I Repertori Iconografici

È una collana curata dal musicologo Franco Pulcini e pubblicata con il sostegno della Regione Piemonte, costituita da biografie per immagini di grandi autori vissuti tra Otto e Novecento: si tratta di raccolte di foto, ricordi familiari, partiture autografe, disegni e caricature accompagnati da didascalie che ricostruiscono la vicenda artistica e personale dei musicisti, concluse da una dettagliata cronologia.

Gustav Mahler
Un direttore d’orchestra al culmine della fama,
che passava le ore migliori delle vacanze chiuso
in una casupola.

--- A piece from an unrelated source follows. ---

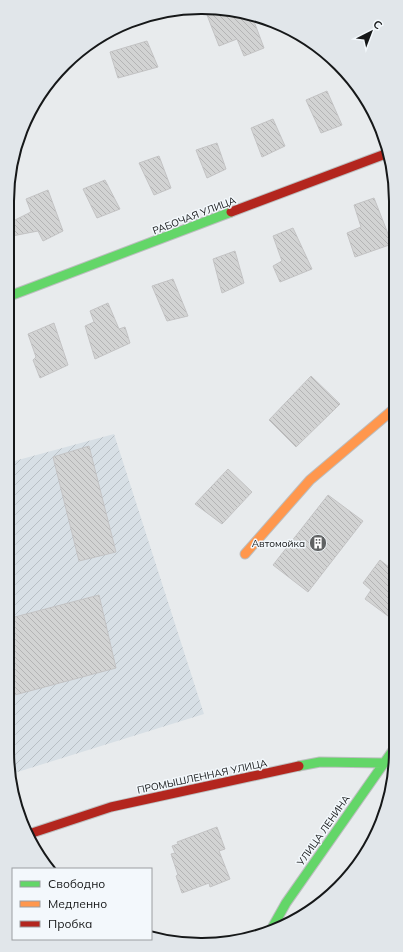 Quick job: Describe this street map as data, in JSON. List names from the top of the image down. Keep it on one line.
{"streets":{"street":["РАБОЧАЯ УЛИЦА","ПРОМЫШЛЕННАЯ УЛИЦА","УЛИЦА ЛЕНИНА"]},"crossings":[["ПРОМЫШЛЕННАЯ УЛИЦА","УЛИЦА ЛЕНИНА"]],"places":{"building":["Автомойка"]},"legend":["Свободно","Медленно","Пробка"],"north":"top right"} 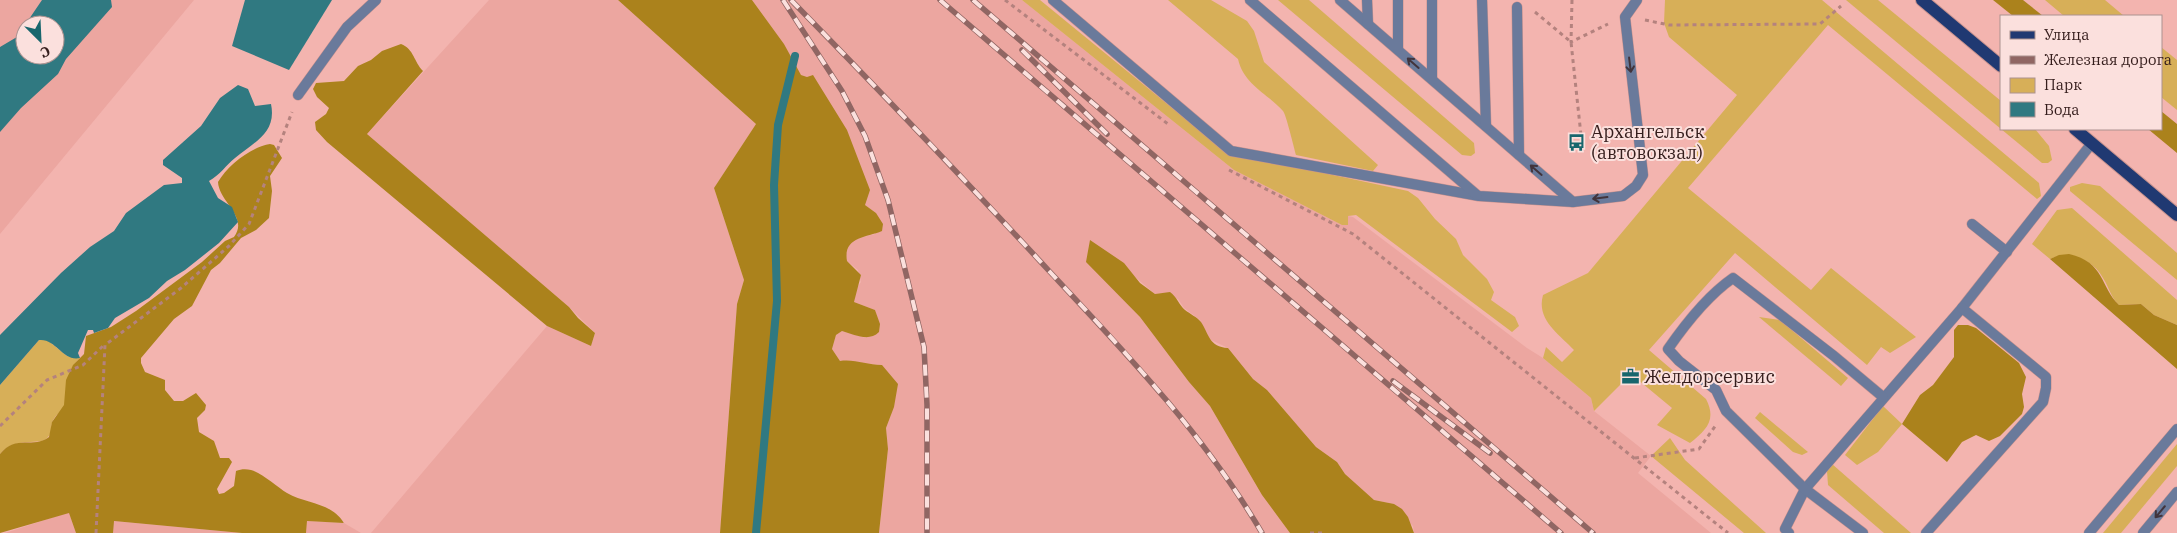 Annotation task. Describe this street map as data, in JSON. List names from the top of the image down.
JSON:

Lì componeva in totale silenzio
e solitudine . Ma lui non viveva solo, né in pace,
né librato in un cielo di solitudine, amore e canto.

Dmitrij Sostakovic
Un sinfonista a doppio taglio, ostaggio della
brutalità staliniana, che spezzò il suo animo
di pietroburghese raffinato, nel conflitto
fra celebrazioni estorte, ghigni sarcastici
e incubi di morte.

Giuseppe Verdi
Un uomo introverso che ha insegnato
all’Italia l’umanesimo europeo e volto le passioni
del melodramma in biblica legge paterna.


Alban Berg
Un aristocratico viennese che ha avviluppato
la fine dell’Impero Austroungarico nei suoi
labirinti musicali, e sedotto gli ascoltatori
con la sua nostalgica avanguardia.

Béla Bartók
Un maestro visionario, ritratto dall’Ungheria
all’America mentre rivela al mondo la sua
opera misteriosa e la sua vita disperata.

Richard Strauss
Un funambolo del sinfonismo che - nel
mito di Mozart e di Wagner - divenne
nel Novecento un cantore malinconico
e spettacolare del mondo di ieri.

Claudio Abbado
Un architetto dei suoni che ha ridisegnato
dal podio le geometrie del sinfonismo
e dell’opera con tratti nitidi e potenti.


Modest Musorgskij
Un artista maledetto, un genio selvaggio
perseguitato da un ambiente ostile,
che scivola dalla ricchezza nobiliare alla
miseria, nell’inseguire il Vero spirituale
e terreno del popolo russo.

Antonín Dvorák
Un musicista campagnolo che percorre
il suo lungo cammino, da Brahms alle basi
dello stile afro-americano, con tutto
l’entusiasmo di un cuore semplice.

Leos Janácek
Un rissoso vecchietto della musica moderna,
fotografato nella sua provincia inquieta,
di cui seppe descrivere ogni emozione
con arte inimitabile.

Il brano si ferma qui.